§ TASK OBJECTIVE
Read through the data and report every line in which the word "absolute" occurs.

Source records:
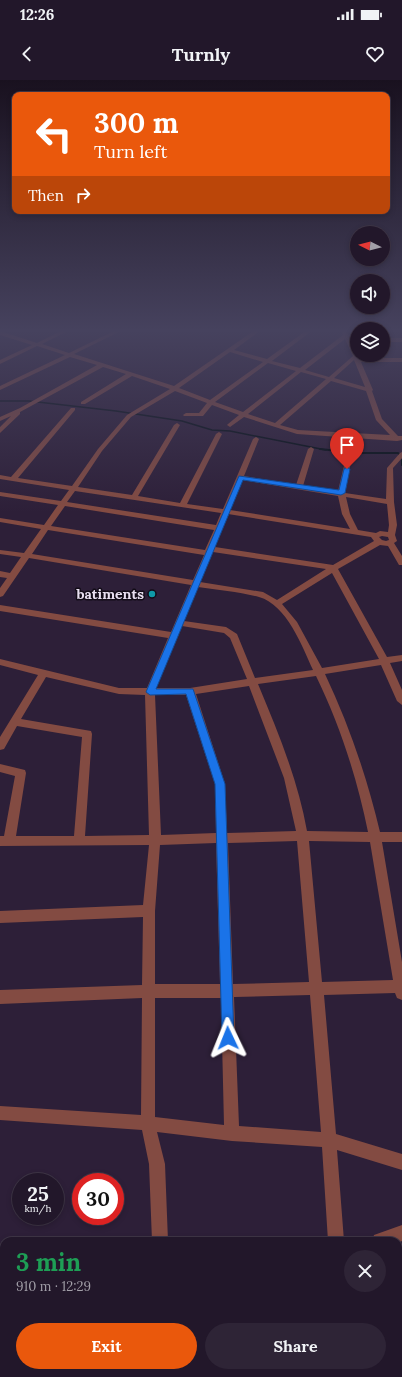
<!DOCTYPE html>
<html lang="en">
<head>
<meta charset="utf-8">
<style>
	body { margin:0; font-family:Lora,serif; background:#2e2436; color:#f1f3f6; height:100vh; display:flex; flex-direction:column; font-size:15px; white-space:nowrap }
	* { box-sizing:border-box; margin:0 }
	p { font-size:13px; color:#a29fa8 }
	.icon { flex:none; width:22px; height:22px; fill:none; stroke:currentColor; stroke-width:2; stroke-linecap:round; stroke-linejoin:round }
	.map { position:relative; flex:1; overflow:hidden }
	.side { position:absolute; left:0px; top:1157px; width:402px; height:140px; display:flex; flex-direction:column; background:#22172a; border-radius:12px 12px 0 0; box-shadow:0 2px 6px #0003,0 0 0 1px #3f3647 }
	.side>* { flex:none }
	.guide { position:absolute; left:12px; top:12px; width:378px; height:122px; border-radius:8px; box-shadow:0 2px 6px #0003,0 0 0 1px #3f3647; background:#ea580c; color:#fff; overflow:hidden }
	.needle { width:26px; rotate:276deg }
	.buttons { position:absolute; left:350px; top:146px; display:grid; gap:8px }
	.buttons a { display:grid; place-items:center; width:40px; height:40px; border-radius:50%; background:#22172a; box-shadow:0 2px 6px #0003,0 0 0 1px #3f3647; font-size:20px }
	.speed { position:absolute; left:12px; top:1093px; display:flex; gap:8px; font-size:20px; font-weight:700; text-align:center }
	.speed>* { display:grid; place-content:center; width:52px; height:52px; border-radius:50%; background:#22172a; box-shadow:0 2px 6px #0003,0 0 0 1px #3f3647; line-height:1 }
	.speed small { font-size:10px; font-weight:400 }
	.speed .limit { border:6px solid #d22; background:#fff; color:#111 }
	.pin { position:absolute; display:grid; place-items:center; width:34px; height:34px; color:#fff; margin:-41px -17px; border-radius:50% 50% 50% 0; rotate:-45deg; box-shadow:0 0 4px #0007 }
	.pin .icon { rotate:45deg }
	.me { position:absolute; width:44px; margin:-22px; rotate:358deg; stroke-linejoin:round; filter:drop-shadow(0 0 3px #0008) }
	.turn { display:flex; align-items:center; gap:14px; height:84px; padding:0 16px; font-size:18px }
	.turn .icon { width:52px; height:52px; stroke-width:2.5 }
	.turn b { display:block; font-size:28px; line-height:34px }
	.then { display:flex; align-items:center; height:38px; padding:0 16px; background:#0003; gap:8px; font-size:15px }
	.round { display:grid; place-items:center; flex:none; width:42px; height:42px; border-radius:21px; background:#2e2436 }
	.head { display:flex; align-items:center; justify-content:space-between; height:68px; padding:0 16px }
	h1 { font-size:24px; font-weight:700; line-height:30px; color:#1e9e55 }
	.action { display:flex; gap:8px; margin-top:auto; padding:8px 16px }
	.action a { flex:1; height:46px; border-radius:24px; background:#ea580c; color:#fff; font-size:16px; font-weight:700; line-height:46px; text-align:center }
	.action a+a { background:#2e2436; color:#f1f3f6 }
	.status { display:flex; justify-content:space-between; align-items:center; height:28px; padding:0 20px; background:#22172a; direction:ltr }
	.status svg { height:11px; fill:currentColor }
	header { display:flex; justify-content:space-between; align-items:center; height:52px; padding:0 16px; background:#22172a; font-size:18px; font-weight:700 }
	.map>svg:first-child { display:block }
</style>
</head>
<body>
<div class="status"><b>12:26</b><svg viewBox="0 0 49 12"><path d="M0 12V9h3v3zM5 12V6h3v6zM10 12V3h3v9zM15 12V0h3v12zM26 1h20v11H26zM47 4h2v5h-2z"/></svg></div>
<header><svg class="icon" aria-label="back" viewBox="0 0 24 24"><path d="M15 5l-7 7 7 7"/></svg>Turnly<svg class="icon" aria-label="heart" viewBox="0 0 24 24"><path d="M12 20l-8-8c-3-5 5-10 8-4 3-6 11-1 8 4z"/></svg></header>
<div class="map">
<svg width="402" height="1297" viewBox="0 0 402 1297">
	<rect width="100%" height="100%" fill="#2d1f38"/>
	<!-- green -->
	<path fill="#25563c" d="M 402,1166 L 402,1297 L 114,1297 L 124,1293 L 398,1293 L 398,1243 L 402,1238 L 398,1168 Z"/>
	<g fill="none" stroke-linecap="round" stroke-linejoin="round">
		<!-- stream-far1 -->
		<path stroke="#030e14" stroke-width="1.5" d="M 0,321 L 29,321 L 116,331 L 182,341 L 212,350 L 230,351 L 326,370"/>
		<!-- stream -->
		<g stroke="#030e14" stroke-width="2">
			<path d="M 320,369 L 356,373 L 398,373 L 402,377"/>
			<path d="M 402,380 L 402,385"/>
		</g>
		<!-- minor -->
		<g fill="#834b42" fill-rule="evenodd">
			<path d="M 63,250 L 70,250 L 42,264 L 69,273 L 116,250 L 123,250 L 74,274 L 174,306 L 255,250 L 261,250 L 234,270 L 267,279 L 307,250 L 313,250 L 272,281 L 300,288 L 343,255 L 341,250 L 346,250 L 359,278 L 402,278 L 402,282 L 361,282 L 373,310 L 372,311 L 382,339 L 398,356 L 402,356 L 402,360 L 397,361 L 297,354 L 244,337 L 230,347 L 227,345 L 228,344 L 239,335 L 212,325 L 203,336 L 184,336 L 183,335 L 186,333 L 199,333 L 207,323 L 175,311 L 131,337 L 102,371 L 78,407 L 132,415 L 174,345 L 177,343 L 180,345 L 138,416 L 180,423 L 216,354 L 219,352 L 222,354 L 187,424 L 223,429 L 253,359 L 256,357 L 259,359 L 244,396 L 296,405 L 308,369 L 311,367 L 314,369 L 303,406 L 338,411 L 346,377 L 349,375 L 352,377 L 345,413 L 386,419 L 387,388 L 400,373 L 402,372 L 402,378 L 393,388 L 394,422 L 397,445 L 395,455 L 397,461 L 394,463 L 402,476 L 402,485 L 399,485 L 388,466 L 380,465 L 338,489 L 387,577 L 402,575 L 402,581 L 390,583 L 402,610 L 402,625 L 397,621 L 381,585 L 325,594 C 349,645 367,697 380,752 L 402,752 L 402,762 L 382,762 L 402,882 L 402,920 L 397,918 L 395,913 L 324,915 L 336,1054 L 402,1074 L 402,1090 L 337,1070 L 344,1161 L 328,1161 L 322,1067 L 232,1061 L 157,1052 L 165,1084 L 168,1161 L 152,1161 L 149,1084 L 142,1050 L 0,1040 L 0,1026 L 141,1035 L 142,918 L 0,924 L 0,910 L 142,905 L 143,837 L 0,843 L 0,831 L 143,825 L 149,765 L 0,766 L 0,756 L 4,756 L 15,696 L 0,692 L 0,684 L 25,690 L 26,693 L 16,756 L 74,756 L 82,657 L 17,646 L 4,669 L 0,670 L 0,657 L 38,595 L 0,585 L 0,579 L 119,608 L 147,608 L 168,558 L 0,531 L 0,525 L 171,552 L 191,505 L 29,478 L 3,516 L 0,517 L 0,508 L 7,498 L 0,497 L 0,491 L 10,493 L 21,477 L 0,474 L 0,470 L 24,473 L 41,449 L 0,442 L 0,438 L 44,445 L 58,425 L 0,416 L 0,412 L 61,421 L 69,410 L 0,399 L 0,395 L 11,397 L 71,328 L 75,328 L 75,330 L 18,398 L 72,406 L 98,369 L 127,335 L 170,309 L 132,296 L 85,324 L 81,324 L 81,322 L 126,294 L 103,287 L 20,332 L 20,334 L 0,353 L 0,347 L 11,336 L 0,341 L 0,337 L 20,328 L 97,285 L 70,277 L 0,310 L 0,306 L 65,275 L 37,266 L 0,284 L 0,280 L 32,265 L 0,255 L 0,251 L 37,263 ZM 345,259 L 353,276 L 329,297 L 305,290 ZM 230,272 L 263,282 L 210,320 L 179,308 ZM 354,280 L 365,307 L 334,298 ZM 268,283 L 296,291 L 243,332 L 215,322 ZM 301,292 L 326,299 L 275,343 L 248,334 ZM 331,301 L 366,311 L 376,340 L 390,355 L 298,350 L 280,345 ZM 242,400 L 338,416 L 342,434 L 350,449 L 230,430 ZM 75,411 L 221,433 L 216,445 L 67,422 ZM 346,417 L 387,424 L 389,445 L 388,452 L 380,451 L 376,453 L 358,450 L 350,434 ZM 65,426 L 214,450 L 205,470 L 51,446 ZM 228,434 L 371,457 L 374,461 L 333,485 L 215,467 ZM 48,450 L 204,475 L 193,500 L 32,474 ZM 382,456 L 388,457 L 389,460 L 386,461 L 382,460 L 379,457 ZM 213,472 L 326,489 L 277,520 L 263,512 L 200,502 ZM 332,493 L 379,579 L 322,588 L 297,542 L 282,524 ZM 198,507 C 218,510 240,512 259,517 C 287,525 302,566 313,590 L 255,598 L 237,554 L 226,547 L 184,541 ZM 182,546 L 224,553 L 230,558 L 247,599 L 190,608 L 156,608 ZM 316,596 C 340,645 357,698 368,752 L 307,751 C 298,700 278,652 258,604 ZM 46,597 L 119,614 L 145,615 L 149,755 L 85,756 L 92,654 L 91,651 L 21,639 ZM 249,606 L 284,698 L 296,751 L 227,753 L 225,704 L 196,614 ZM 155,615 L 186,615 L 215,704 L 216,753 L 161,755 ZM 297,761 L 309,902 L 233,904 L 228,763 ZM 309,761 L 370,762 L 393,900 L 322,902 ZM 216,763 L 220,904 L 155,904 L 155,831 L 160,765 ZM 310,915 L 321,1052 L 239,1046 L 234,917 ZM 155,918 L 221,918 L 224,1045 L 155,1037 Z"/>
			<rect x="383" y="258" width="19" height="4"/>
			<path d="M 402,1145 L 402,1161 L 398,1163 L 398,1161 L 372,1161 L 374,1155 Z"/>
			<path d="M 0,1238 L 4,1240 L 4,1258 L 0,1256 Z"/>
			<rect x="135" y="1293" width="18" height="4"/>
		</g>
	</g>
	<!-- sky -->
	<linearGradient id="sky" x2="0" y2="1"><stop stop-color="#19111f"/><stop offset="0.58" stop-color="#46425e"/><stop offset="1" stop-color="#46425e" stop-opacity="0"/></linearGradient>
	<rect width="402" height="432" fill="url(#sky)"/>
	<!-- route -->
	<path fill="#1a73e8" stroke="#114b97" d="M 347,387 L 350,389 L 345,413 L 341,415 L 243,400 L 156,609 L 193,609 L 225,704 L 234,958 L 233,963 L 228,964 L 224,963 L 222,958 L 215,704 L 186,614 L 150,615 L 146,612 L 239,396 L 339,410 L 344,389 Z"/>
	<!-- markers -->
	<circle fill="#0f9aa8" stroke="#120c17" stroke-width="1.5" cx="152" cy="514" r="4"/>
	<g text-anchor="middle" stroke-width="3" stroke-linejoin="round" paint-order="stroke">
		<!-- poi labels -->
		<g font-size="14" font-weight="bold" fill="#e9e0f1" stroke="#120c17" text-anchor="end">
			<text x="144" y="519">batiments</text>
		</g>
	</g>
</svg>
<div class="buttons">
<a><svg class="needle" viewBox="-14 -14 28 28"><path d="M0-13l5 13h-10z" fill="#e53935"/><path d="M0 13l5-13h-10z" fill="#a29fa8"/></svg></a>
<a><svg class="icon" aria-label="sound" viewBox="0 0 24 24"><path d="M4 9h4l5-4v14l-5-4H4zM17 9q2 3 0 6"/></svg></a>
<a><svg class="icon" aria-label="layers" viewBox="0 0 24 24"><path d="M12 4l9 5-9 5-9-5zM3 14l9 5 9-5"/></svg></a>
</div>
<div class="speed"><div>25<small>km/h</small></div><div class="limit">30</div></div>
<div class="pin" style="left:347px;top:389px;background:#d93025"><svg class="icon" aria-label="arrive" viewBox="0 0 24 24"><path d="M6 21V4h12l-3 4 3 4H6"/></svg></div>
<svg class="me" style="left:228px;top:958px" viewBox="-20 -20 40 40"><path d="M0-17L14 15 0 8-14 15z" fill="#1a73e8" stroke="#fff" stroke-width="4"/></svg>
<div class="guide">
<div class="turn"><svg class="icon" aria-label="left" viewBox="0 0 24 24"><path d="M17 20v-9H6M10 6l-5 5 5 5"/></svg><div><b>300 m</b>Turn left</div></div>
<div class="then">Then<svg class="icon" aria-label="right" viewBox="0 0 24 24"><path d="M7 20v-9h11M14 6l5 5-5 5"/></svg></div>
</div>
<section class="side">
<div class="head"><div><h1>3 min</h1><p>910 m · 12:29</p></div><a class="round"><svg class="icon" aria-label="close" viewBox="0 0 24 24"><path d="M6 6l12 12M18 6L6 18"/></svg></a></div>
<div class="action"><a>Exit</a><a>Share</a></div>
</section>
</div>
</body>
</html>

§ OUTPUT OF THE EXERCISE
	.side { position:absolute; left:0px; top:1157px; width:402px; height:140px; display:flex; flex-direction:column; background:#22172a; border-radius:12px 12px 0 0; box-shadow:0 2px 6px #0003,0 0 0 1px #3f3647 }
	.guide { position:absolute; left:12px; top:12px; width:378px; height:122px; border-radius:8px; box-shadow:0 2px 6px #0003,0 0 0 1px #3f3647; background:#ea580c; color:#fff; overflow:hidden }
	.buttons { position:absolute; left:350px; top:146px; display:grid; gap:8px }
	.speed { position:absolute; left:12px; top:1093px; display:flex; gap:8px; font-size:20px; font-weight:700; text-align:center }
	.pin { position:absolute; display:grid; place-items:center; width:34px; height:34px; color:#fff; margin:-41px -17px; border-radius:50% 50% 50% 0; rotate:-45deg; box-shadow:0 0 4px #0007 }
	.me { position:absolute; width:44px; margin:-22px; rotate:358deg; stroke-linejoin:round; filter:drop-shadow(0 0 3px #0008) }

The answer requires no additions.